• [DIRECTIONS FOR THIS TASK] Reproduce word for word the lines between those holding "Parse the map" and "Annotation task. Dump", inclusive, and nothing else from the data below.

• [DATA FOR THE TASK]
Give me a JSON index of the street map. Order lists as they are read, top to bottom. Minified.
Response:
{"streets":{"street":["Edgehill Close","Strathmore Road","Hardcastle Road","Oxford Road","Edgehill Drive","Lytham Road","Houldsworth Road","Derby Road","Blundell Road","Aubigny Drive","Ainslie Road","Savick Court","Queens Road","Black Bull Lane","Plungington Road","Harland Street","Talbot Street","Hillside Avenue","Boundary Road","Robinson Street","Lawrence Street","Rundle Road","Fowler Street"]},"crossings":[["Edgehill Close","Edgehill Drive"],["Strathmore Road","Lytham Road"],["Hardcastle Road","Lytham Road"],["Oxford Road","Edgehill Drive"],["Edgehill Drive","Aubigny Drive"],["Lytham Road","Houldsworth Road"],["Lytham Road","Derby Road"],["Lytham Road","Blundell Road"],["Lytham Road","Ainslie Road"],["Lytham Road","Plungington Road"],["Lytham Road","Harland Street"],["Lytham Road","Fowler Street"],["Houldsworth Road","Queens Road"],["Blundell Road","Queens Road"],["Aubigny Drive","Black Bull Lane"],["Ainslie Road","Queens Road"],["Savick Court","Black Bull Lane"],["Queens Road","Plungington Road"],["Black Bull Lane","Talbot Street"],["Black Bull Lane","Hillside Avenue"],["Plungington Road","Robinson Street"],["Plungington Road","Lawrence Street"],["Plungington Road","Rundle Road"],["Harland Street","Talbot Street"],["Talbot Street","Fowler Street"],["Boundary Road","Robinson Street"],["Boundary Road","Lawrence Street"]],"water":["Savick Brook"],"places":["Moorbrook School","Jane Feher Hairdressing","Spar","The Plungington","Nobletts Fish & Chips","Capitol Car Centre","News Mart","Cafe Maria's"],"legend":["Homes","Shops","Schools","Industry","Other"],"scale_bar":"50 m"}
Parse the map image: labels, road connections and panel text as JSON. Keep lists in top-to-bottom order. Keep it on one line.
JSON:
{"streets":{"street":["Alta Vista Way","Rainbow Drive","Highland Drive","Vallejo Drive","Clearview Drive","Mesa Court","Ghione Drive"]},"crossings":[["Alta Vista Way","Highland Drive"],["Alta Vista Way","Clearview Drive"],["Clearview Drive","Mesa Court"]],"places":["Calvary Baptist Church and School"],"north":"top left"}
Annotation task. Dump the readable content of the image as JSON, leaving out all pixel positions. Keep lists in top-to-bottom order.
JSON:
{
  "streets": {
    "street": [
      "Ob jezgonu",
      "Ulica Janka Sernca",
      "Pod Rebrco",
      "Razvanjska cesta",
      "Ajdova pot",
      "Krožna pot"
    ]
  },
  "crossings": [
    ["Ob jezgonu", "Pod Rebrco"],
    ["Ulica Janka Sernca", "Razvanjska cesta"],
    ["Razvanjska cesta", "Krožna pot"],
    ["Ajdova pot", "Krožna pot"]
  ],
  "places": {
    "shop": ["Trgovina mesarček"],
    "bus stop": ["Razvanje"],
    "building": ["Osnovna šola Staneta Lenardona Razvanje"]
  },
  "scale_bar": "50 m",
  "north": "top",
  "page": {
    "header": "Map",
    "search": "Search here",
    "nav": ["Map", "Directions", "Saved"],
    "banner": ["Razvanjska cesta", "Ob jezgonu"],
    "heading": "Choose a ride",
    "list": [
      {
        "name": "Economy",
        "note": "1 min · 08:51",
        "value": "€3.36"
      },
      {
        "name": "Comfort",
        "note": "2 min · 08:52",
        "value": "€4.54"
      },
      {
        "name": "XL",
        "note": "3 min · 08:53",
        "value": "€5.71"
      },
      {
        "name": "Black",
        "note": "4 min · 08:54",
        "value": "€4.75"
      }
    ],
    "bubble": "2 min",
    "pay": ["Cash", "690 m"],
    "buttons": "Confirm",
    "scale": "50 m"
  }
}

• [THE COMPLETED TASK]
Parse the map image: labels, road connections and panel text as JSON. Keep lists in top-to-bottom order. Keep it on one line.
JSON:
{"streets":{"street":["Alta Vista Way","Rainbow Drive","Highland Drive","Vallejo Drive","Clearview Drive","Mesa Court","Ghione Drive"]},"crossings":[["Alta Vista Way","Highland Drive"],["Alta Vista Way","Clearview Drive"],["Clearview Drive","Mesa Court"]],"places":["Calvary Baptist Church and School"],"north":"top left"}
Annotation task. Dump the readable content of the image as JSON, leaving out all pixel positions. Keep lists in top-to-bottom order.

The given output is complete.